ASSIGNMENT: Each entry must appear in the answer exactly as written.

INFORMATION PROVIDED:

• • •

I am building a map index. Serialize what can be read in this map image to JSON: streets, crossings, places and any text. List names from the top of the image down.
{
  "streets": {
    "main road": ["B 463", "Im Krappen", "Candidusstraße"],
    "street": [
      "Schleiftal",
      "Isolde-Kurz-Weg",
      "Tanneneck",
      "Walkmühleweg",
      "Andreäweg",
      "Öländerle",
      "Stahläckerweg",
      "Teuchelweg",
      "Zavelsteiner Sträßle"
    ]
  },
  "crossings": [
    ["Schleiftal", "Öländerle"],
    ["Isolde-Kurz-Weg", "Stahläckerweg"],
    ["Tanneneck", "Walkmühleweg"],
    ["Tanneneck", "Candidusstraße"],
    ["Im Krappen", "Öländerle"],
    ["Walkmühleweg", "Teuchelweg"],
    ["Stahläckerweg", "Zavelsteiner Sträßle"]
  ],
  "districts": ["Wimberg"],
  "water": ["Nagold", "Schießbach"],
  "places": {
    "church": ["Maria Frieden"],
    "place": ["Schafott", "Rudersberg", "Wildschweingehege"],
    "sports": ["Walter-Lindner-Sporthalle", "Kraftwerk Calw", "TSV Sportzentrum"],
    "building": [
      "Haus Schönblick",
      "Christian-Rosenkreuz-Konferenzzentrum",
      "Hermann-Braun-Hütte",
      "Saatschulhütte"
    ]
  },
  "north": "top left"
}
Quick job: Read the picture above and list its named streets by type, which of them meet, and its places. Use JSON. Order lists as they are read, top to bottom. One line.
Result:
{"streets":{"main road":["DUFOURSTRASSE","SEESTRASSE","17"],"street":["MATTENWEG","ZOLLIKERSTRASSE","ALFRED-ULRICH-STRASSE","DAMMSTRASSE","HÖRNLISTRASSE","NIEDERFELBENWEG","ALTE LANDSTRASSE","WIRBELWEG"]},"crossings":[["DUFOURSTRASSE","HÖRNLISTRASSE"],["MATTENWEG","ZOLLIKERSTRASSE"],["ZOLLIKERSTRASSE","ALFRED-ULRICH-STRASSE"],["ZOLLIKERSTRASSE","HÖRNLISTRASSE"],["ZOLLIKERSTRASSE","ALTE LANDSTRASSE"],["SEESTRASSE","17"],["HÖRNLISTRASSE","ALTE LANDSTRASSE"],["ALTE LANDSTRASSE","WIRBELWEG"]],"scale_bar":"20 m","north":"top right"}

• • •

TASK OUTPUT:
I am building a map index. Serialize what can be read in this map image to JSON: streets, crossings, places and any text. List names from the top of the image down.
{
  "streets": {
    "main road": ["B 463", "Im Krappen", "Candidusstraße"],
    "street": [
      "Schleiftal",
      "Isolde-Kurz-Weg",
      "Tanneneck",
      "Walkmühleweg",
      "Andreäweg",
      "Öländerle",
      "Stahläckerweg",
      "Teuchelweg",
      "Zavelsteiner Sträßle"
    ]
  },
  "crossings": [
    ["Schleiftal", "Öländerle"],
    ["Isolde-Kurz-Weg", "Stahläckerweg"],
    ["Tanneneck", "Walkmühleweg"],
    ["Tanneneck", "Candidusstraße"],
    ["Im Krappen", "Öländerle"],
    ["Walkmühleweg", "Teuchelweg"],
    ["Stahläckerweg", "Zavelsteiner Sträßle"]
  ],
  "districts": ["Wimberg"],
  "water": ["Nagold", "Schießbach"],
  "places": {
    "church": ["Maria Frieden"],
    "place": ["Schafott", "Rudersberg", "Wildschweingehege"],
    "sports": ["Walter-Lindner-Sporthalle", "Kraftwerk Calw", "TSV Sportzentrum"],
    "building": [
      "Haus Schönblick",
      "Christian-Rosenkreuz-Konferenzzentrum",
      "Hermann-Braun-Hütte",
      "Saatschulhütte"
    ]
  },
  "north": "top left"
}
Quick job: Read the picture above and list its named streets by type, which of them meet, and its places. Use JSON. Order lists as they are read, top to bottom. One line.
Result:
{"streets":{"main road":["DUFOURSTRASSE","SEESTRASSE","17"],"street":["MATTENWEG","ZOLLIKERSTRASSE","ALFRED-ULRICH-STRASSE","DAMMSTRASSE","HÖRNLISTRASSE","NIEDERFELBENWEG","ALTE LANDSTRASSE","WIRBELWEG"]},"crossings":[["DUFOURSTRASSE","HÖRNLISTRASSE"],["MATTENWEG","ZOLLIKERSTRASSE"],["ZOLLIKERSTRASSE","ALFRED-ULRICH-STRASSE"],["ZOLLIKERSTRASSE","HÖRNLISTRASSE"],["ZOLLIKERSTRASSE","ALTE LANDSTRASSE"],["SEESTRASSE","17"],["HÖRNLISTRASSE","ALTE LANDSTRASSE"],["ALTE LANDSTRASSE","WIRBELWEG"]],"scale_bar":"20 m","north":"top right"}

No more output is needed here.